Nebraska’s Casino Bill Goes Forward but Faces Several Challenges

BGC Tells Gambling Act Reviewers to Watch Out for Unintentional Side Effects

The Betting and Gaming Council continues to lead the offensive against regulatory changes in the United Kingdom that may have unintended negative consequences for businesses, consumers, and the treasury. BGC chief executive Michael Dugher issued a statement on how re-regulating the industry in a time of a global pandemic may compound the already existing issues brought on by the COVID-19 shutdowns.

Don’t Stifle Innovation, Growth or Sustainability

One concern Dugher has openly expressed is whether the government would end up passing “naïve changes” that could bite into the BGC’s and stakeholders’ ability to drive investments, provide jobs, and even contribute enough tax revenue to make a real dent in the tax collection process. Dugher reiterated his stance that the organization was fully prepared to assist the government in creating a meaningful framework:

“Our members are ready, willing, and able to assist in the Chancellor’s post-covid economic recovery plan.
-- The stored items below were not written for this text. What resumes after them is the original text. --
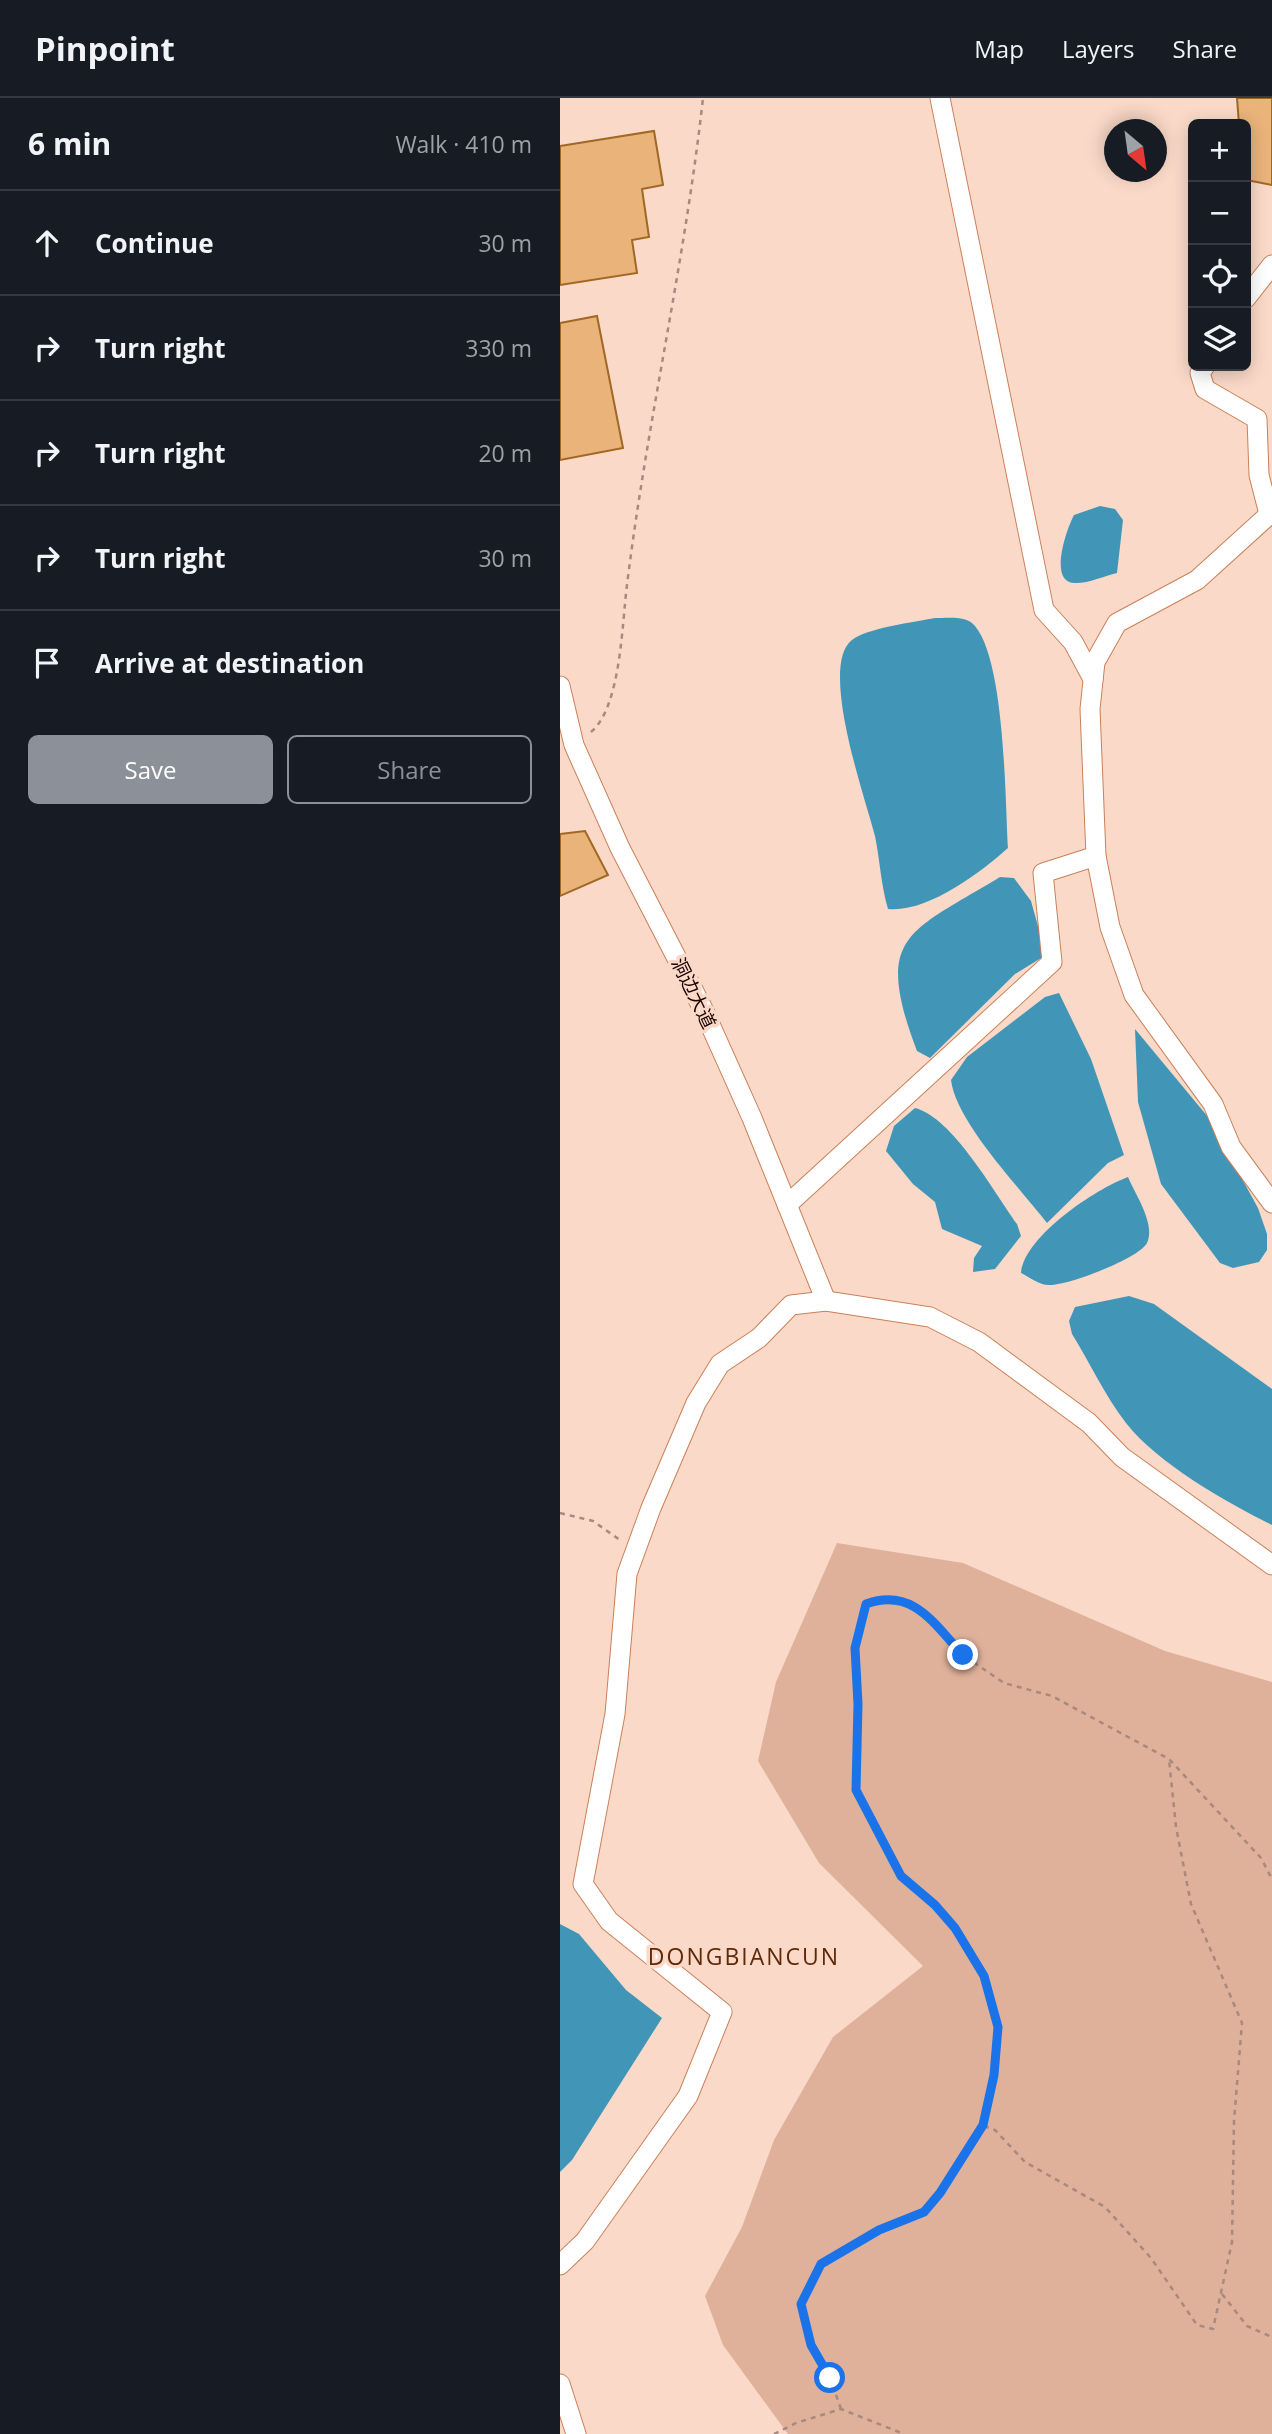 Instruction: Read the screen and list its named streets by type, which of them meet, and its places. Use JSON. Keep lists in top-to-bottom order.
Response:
{
  "streets": {
    "street": ["洞边大道"]
  },
  "districts": ["DONGBIANCUN"],
  "north": "bottom right",
  "page": {
    "header": "Pinpoint",
    "nav": ["Map", "Layers", "Share"],
    "heading": ["6 min", "Walk · 410 m"],
    "map_buttons": ["+", "−"],
    "list": [
      ["Continue", "30 m"],
      ["Turn right", "330 m"],
      ["Turn right", "20 m"],
      ["Turn right", "30 m"],
      "Arrive at destination"
    ],
    "buttons": ["Save", "Share"]
  }
}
But it is vital the industry’s contribution to sports, local communities, jobs, and tax revenues, is not put at risk in the Gambling White paper and with well-meaning but naive changes to regulation.”

BGC chief executive Michael Dugher

The upcoming Gambling Act Review whose draft is expected in May could have large implications for the industry as it would seek to touch on several sensitive topics, including the incidence of problem gambling, the involvement of gambling companies in responsible gambling campaigns, the way advertisement is regulated, size of individual bets and more.

The BGC has repeatedly pointed out that its members are some of the biggest taxpayers to the state’s coffers. In 2019 alone, the trade organization’s members ran 119,000 jobs and contributed a massive £4.5 billion ($6 billion) in tax revenue to the treasury. There have been numerous opportunities for people looking to kickstart their careers with as many as 5,000 apprenticeships in that year.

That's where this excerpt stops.